IndiaEditorial

75 years after Quit India Movement – India remembers

The Quit India Movement or the India August Movement, was a movement launched at the Bombay session of the All-India Congress Committee by Mahatma Gandhi on 8 August 1942, demanding an end to British Rule of India.
Gandhi made a call to Do or Die in his Quit India speech delivered in Bombay at the Gowalia Tank Maidan. On August 9, a crowd gathered at Gowalia Tank Maidan and Aruna Asaf Ali hoisted the Indian flag. The Government issued an order banning public processions, meetings and assemblies.

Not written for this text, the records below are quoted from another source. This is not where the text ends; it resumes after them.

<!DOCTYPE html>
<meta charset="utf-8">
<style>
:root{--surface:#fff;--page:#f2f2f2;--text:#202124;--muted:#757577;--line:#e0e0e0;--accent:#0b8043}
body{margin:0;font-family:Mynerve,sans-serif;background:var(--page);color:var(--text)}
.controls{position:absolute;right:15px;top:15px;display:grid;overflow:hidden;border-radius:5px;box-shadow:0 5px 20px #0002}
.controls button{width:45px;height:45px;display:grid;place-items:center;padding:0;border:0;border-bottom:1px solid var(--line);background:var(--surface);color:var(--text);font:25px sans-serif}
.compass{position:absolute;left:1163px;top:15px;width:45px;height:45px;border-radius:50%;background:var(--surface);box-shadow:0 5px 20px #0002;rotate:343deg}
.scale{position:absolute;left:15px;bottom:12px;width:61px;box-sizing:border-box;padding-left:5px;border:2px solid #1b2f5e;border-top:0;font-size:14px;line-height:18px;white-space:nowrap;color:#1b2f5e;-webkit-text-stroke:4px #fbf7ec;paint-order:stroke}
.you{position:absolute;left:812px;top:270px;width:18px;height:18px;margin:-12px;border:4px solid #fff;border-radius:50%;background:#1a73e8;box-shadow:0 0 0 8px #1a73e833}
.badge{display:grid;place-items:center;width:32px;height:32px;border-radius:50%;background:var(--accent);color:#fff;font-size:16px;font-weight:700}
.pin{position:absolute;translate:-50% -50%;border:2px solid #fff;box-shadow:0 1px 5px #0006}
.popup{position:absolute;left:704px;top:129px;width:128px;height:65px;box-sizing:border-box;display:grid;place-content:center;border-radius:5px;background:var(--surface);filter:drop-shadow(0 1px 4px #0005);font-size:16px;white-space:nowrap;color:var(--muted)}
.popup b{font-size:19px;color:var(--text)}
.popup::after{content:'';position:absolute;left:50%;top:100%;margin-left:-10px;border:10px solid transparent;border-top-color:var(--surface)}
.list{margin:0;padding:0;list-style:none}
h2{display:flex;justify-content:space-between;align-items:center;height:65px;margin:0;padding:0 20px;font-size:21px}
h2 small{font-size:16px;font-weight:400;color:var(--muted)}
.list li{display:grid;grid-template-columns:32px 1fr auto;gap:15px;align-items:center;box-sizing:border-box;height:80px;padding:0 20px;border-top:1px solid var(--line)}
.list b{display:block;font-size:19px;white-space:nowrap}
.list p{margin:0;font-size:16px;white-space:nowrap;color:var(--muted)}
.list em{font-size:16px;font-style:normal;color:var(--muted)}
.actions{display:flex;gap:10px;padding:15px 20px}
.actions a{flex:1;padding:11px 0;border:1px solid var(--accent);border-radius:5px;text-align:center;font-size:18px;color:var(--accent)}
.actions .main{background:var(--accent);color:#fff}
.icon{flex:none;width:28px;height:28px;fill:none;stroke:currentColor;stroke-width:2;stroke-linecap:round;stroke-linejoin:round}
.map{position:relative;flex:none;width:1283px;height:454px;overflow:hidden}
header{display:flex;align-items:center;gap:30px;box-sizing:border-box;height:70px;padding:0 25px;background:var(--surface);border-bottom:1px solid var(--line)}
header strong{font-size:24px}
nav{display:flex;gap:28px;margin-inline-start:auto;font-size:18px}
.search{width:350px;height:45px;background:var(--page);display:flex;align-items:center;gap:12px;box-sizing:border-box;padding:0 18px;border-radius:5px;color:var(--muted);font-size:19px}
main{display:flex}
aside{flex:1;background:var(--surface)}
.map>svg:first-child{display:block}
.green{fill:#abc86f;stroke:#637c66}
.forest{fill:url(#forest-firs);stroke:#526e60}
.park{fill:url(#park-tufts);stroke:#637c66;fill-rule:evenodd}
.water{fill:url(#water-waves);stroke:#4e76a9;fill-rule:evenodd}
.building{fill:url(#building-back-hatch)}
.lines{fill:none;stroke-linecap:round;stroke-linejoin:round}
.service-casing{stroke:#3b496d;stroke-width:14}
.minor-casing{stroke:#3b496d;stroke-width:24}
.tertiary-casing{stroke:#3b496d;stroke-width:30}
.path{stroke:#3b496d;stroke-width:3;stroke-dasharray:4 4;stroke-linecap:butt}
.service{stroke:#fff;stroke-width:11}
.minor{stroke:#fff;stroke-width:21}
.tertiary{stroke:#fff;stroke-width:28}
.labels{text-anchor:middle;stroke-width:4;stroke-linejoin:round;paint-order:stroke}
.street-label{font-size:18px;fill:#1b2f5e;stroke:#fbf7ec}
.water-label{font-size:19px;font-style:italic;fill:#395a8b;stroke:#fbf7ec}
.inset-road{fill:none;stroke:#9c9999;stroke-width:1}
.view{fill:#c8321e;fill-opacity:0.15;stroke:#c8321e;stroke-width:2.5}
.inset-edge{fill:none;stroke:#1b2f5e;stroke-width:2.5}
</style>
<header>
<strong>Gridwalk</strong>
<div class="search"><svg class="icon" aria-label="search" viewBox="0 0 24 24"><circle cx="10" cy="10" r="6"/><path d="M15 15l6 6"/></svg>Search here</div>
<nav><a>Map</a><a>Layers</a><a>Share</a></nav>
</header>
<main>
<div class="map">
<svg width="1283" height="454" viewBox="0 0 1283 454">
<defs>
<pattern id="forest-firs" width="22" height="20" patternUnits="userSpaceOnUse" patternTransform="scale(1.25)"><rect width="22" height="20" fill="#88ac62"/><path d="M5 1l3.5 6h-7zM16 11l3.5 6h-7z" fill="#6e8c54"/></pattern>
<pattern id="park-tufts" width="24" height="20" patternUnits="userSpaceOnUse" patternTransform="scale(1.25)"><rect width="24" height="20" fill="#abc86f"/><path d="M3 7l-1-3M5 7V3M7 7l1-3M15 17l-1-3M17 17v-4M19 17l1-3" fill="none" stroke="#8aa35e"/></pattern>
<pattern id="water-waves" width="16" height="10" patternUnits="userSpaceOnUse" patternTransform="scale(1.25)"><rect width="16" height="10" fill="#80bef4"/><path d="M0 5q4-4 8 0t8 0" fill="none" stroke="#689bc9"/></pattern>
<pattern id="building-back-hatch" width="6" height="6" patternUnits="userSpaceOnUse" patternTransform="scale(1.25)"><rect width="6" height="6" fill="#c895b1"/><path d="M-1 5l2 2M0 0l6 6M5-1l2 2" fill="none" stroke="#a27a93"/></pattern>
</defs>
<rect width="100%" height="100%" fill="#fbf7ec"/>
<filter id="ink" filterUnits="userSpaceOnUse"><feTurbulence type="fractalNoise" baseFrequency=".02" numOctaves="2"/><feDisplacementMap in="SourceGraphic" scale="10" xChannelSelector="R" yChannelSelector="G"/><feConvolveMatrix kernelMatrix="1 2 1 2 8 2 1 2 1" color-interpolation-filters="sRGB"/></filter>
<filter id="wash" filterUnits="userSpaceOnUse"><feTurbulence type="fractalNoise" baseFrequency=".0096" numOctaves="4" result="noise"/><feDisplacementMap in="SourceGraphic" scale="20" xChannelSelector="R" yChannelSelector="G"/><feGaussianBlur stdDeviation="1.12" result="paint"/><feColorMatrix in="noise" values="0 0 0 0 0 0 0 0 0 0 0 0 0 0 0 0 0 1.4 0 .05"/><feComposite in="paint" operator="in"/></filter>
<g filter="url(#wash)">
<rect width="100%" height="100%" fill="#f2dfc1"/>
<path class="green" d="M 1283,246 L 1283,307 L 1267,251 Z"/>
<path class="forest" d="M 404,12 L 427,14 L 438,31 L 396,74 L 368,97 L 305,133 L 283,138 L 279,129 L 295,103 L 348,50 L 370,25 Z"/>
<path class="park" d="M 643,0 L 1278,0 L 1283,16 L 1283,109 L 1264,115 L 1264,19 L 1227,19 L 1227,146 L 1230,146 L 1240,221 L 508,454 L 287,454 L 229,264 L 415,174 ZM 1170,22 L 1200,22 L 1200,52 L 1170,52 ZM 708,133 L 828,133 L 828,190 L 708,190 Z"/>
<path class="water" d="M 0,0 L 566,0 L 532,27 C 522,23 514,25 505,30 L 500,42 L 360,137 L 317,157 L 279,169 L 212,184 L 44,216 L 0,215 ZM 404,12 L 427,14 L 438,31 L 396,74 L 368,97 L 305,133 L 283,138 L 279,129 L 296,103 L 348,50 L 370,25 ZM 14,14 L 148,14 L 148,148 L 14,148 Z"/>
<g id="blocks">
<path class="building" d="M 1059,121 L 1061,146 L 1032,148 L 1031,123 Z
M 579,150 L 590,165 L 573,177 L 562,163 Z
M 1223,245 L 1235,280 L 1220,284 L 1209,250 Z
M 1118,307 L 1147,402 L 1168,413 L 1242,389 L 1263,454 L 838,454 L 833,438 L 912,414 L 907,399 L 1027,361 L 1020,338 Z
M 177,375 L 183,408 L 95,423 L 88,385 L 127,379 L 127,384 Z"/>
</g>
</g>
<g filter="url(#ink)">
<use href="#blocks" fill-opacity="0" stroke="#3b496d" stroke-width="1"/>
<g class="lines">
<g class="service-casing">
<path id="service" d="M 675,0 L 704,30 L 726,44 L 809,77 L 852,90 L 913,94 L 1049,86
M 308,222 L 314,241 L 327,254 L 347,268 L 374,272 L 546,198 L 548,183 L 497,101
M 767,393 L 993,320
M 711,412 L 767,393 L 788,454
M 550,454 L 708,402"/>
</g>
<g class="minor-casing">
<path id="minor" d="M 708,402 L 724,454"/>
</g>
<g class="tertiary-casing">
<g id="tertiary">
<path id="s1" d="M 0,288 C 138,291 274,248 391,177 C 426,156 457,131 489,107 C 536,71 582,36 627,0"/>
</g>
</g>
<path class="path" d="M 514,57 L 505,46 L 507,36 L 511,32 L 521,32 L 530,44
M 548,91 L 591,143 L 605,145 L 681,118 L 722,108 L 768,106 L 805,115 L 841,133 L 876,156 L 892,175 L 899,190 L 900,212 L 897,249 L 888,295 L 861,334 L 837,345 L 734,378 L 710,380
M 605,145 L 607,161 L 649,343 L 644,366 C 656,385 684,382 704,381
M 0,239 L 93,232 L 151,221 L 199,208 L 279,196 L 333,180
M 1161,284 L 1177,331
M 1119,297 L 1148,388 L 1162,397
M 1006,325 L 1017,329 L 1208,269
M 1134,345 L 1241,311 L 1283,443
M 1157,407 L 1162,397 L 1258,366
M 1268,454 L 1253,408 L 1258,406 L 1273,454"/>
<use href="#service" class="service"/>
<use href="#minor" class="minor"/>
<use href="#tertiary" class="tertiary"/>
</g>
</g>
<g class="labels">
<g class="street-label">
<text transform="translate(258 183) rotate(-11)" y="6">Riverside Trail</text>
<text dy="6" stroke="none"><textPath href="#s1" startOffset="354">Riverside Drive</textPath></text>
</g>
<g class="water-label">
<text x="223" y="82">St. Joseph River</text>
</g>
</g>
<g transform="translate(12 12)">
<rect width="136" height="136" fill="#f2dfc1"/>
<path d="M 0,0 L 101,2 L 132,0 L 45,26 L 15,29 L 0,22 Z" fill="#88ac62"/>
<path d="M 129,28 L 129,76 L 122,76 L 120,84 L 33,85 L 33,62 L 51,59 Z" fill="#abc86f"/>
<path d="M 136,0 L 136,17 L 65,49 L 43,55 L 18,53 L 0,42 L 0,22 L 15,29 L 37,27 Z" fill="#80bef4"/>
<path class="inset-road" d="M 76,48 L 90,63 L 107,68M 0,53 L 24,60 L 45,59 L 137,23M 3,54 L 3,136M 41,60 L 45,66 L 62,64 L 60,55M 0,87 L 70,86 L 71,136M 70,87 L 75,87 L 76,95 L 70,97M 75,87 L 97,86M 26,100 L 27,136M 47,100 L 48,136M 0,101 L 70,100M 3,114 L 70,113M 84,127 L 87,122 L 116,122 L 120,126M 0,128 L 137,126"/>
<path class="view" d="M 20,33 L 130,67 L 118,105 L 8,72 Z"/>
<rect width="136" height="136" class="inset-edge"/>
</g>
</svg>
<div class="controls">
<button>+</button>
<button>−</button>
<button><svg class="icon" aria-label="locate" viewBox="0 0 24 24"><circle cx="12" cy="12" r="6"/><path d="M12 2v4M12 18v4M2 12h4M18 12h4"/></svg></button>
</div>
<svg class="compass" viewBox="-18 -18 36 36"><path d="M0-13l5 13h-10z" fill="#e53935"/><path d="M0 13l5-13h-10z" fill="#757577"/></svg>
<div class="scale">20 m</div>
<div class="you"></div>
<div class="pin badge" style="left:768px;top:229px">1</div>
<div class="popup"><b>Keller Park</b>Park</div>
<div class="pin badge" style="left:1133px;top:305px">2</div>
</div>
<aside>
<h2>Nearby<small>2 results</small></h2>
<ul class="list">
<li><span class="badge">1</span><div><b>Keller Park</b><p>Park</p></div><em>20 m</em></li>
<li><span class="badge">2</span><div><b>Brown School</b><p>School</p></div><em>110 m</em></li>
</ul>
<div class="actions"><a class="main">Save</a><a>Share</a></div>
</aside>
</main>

Even though the people staged various protests across the country, none of it was violent. The people followed his vision to the letter. The crowd observed non violence when protesting even as the British pelted hard bows to curb the peaceful protest. There is a reason why the people went out of their way to protest: This was Ghandi’s vision, in his own words: “In the democracy which I have envisaged, a democracy established by non-violence, there will be equal freedom for all. Everybody will be his own master. It is to join a struggle for such democracy that I invite you today.”

Gandhi was subsequently arrested. Once the arrests became known, people began to rise against the British in a civil rebellion that saw the administration collapse in many parts. Though Gandhi had called for a non-violent struggle, crowds destroyed railway and telegraph lines, looted banks and treasuries, and set police stations and other government buildings on fire.

The movement also showed the British that their hold on India was weakening and that they began to explore options to quit the country.